We have also been left wanting for nothing (👏🏼 Congrats, Notion team) but dreaming of a few things:
💵 Beefier finance organisation/support. Integrations with Quickbooks, Xero maybe? Make it easier to build budgets and organise our money plans!
🗣 Room to annotate and collaborate on images/PDF's etc.
🔐 Function to lock pages so you can't edit, and the little hover tooltip to edit doesn't show up.
🎨 Integration with design apps - Sketch, UXPin, etc. Many many many creatives will use this app and be left wanting in this area. Think: a creative agency collabs, annotates, refines, develops and more...keep them in Notion.
The TLDR: Notion 2.0 kicks a** and we'll be using it for a long long time in place of a myriad of other productivity apps and tools. You should too.
I want to move from Evernote (I am a premium subscriber) to Notion, I really do but I don't think Notion wants me to. Whatever I am about to say, I say it with nothing but respect for Notion and in the hopes that it will continue to improve at the same pace.
First, the good - Notion has the best note editing interface I've ever used. A close second might be OneNote (it's a high bar, mind you) and Bear. It combines the simplicity of Evernote or Markdown with the power of OneNote although, it is missing the ability to use handwriting and doesn't support iPad with Pencil just yet. When it does, it will be perfect. I also like that I can save code snippets. Why is this so hard for Evernote?
Notion 2's tables, boards and other updates are huge. While I'm sure the in-built kanban board is not as feature complete as Trello, it should be more than enough for most projects. Same for tables. Airtable has a bunch of really cool advanced features but for most use cases, tables within Notion are just fine. Notion is on the right path and I am sure these features will only improve.

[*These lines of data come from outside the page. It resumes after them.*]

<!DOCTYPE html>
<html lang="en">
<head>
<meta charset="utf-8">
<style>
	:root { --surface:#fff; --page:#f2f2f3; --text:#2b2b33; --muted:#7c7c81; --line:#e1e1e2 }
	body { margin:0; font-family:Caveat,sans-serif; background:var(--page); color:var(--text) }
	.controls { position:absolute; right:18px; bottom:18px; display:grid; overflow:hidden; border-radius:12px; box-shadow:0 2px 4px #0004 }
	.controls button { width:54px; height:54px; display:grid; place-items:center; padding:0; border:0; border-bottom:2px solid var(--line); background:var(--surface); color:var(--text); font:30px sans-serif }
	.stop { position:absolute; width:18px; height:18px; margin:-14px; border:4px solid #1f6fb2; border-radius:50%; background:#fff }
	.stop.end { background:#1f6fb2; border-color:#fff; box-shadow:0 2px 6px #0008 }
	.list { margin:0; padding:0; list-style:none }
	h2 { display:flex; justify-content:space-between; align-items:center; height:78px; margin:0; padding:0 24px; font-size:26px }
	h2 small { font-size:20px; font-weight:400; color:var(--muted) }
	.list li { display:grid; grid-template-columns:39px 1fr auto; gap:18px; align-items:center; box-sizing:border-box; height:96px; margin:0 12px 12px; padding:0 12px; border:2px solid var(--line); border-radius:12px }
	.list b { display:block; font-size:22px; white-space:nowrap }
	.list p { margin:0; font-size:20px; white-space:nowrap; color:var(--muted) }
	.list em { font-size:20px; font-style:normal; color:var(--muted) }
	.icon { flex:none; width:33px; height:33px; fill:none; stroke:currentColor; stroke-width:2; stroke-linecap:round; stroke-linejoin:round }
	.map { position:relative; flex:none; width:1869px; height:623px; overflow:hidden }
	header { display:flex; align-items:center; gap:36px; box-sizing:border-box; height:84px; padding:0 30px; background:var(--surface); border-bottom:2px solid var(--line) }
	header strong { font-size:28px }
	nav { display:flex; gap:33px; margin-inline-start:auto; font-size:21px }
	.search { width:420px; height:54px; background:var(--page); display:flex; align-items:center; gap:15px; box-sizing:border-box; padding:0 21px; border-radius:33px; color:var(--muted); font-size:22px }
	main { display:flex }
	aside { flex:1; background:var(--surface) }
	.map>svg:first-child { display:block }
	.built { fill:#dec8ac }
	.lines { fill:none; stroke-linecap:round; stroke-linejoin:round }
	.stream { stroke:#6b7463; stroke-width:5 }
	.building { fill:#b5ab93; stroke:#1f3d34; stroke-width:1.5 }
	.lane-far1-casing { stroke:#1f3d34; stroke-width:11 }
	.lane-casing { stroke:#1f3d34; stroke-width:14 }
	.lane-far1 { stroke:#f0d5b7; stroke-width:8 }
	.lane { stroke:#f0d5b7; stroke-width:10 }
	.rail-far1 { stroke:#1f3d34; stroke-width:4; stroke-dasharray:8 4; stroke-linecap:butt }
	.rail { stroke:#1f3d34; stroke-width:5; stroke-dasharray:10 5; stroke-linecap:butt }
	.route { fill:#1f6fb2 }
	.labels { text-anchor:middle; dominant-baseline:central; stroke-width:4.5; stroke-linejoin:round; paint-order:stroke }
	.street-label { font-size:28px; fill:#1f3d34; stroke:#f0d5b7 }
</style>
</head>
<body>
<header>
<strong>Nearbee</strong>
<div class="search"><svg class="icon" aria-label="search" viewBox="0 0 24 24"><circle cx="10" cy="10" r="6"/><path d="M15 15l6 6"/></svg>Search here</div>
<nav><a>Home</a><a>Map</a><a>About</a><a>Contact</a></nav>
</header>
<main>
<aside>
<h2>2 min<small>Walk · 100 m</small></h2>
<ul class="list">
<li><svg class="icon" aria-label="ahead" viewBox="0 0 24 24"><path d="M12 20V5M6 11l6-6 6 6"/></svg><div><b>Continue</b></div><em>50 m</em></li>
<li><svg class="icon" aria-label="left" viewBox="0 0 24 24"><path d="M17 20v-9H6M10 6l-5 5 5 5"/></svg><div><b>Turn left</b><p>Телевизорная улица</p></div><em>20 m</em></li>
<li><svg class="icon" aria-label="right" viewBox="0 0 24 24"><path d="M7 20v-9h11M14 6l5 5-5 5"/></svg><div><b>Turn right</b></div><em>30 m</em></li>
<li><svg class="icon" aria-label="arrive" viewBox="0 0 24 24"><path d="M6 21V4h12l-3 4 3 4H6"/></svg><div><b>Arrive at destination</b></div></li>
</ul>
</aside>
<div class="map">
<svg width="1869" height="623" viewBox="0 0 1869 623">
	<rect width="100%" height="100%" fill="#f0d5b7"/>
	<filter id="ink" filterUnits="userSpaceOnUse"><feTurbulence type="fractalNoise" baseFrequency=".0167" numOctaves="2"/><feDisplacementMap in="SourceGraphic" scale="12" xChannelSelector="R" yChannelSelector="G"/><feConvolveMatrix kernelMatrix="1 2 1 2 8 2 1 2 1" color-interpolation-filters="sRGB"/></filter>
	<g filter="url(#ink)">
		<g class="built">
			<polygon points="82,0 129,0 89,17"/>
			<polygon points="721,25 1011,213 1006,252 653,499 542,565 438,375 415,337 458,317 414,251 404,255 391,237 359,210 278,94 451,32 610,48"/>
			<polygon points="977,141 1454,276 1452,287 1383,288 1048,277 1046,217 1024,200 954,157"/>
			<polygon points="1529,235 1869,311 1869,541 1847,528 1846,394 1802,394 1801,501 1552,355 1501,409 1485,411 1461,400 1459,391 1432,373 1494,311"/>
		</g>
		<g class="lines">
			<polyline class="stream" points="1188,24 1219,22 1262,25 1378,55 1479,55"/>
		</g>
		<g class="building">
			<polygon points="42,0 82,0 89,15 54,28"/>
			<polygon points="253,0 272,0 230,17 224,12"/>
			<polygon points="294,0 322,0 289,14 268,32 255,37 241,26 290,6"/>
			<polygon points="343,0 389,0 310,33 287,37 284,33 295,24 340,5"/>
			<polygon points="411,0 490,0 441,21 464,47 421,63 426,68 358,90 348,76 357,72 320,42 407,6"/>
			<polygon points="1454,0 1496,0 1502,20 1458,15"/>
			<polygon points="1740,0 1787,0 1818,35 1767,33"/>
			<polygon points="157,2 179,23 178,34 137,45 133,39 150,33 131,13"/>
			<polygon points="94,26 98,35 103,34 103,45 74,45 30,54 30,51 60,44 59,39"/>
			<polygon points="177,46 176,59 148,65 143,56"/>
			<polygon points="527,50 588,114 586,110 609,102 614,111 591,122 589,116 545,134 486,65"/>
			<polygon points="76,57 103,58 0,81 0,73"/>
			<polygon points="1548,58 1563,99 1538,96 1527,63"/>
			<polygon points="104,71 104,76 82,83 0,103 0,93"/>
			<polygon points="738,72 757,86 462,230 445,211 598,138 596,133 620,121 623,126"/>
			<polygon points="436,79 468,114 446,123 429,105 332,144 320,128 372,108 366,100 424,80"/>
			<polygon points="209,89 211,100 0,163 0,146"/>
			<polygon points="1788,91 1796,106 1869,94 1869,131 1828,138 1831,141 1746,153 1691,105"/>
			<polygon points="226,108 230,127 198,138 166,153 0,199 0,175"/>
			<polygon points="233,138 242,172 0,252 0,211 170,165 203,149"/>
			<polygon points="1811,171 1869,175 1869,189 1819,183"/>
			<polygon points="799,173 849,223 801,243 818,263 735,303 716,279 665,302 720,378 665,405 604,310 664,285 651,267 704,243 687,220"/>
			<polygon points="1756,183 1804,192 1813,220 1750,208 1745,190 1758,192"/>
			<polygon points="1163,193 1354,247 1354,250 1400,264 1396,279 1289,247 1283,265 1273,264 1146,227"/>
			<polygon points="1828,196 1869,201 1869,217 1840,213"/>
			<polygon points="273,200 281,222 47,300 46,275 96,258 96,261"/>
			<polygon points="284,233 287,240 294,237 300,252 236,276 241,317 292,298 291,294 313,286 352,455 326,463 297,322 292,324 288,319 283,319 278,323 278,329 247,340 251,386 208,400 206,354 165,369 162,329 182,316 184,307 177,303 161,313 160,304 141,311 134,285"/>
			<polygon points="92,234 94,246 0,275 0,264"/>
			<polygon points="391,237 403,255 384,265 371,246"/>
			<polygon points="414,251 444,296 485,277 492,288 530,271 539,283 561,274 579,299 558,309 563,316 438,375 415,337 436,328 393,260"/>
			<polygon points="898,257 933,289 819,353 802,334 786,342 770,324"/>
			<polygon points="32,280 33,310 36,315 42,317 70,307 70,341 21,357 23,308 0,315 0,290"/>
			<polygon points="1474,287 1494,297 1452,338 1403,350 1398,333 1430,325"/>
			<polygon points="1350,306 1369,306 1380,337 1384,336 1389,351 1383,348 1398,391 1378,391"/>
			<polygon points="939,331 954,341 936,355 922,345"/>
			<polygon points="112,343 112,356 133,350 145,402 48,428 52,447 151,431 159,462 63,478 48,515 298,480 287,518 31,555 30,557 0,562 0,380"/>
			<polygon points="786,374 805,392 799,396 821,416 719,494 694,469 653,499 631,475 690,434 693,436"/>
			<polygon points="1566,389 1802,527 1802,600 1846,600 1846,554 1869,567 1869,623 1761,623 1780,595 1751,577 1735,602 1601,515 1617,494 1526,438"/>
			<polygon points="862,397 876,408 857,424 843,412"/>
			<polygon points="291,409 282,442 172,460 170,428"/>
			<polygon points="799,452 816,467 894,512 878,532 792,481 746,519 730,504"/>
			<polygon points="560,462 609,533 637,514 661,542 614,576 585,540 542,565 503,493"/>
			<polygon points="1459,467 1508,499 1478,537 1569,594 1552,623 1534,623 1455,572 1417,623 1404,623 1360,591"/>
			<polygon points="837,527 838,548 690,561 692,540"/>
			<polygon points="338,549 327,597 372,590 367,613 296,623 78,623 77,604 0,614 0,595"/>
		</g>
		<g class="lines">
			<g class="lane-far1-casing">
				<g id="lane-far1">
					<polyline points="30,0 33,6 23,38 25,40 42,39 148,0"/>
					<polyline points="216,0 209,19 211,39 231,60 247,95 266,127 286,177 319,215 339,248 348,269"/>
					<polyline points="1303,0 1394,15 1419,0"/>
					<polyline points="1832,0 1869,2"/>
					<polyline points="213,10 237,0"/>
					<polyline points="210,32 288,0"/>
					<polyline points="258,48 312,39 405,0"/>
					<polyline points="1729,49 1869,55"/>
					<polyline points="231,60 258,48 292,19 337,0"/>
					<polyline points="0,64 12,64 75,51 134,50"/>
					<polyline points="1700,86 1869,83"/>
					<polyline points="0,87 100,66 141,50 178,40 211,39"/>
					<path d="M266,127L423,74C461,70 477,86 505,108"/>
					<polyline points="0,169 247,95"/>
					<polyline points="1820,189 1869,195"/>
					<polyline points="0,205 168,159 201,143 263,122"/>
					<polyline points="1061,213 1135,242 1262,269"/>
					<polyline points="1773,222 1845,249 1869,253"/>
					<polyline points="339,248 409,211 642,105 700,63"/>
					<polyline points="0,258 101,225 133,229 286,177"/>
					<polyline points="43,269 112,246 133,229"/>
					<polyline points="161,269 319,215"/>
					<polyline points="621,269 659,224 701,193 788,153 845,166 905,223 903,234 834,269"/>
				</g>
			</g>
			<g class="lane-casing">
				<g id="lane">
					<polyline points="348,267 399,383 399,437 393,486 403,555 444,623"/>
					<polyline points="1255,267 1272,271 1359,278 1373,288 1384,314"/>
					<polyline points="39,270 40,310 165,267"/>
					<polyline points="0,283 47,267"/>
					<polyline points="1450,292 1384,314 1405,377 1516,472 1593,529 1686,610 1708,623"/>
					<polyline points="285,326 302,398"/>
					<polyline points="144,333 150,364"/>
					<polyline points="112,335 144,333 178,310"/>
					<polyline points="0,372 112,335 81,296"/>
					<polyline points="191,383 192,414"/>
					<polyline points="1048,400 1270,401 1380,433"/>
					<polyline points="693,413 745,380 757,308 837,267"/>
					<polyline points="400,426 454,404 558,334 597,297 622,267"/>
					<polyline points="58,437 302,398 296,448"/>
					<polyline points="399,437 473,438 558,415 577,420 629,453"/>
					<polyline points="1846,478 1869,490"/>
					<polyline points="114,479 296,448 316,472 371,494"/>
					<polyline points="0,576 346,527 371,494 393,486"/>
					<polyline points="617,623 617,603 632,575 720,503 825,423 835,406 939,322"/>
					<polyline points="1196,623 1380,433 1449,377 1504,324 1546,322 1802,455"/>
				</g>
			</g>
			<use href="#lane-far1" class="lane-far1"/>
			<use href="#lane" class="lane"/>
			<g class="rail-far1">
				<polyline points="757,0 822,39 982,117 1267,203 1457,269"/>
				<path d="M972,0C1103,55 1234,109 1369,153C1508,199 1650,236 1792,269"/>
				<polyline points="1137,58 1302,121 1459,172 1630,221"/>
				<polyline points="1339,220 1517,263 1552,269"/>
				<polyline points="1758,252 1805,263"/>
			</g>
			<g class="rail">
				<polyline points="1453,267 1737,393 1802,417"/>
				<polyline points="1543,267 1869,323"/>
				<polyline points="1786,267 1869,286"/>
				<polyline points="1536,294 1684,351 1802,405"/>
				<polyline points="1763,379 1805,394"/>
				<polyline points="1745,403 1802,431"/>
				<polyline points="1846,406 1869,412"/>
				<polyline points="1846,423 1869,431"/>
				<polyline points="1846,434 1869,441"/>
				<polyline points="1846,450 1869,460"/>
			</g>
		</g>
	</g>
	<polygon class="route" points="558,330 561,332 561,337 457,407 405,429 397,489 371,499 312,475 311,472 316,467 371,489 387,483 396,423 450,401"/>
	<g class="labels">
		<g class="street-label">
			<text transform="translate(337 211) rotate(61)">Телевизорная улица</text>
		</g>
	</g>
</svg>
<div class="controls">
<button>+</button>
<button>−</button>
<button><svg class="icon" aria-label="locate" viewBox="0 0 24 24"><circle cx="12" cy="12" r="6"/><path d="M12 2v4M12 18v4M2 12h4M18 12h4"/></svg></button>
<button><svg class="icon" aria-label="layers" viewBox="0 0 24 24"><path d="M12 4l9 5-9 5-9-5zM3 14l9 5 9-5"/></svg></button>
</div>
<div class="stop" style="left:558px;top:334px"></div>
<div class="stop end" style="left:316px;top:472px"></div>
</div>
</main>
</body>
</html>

Now for what I don't like - The price is definitely my number one complaint. I will happily pay for Notion when it can do everything that other apps can. Until then, why not let me stay connected to the product with a cheaper paid plan or a better free tier? I pay for Evernote but if I were to consider switching, I can't do so purely because Notion doesn't do a bunch of things that Evernote can (even though it does a lot of things that Evernote doesn't) - Chrome extension to clip articles, emails, images etc., powerful mobile app with business card and document scanning, iPad support etc.
At $8 a month, it is more expensive than G Suite on a per-user basis. Why not give me 100 - 200 free blocks per month? Let me grow to love it. Let me build a workflow around it. Give me some incentive to tell my friends about it. When you have the features I want (I'm sure you're working on it), let me pay for it.
Price aside, I would also like to see how Notion fairs for quick note-taking, It's designed to be a wiki-style product and I get that but I'm sure a LOT of people are using it for personal notes. I use Evernote to save one-line notes - phone numbers, quotes, URLs etc. Notion's wiki-style UX is too heavy duty for that kind of use. It would be really cool if there was a "scratchpad" or "quick notes" feature that was not as heavy duty. For these simpler notes, I don't want to organize them into pages, I just want to save them and may be tag them. Which brings me to another feature I could really use - tags. Why limit users to only folders? Why not allow users to just tag notes?
I could go on but ultimately, I won't be switching to Notion right now, even though I really want to. Cost is too prohibitive but I'm sure I'll be on the hunt for future updates.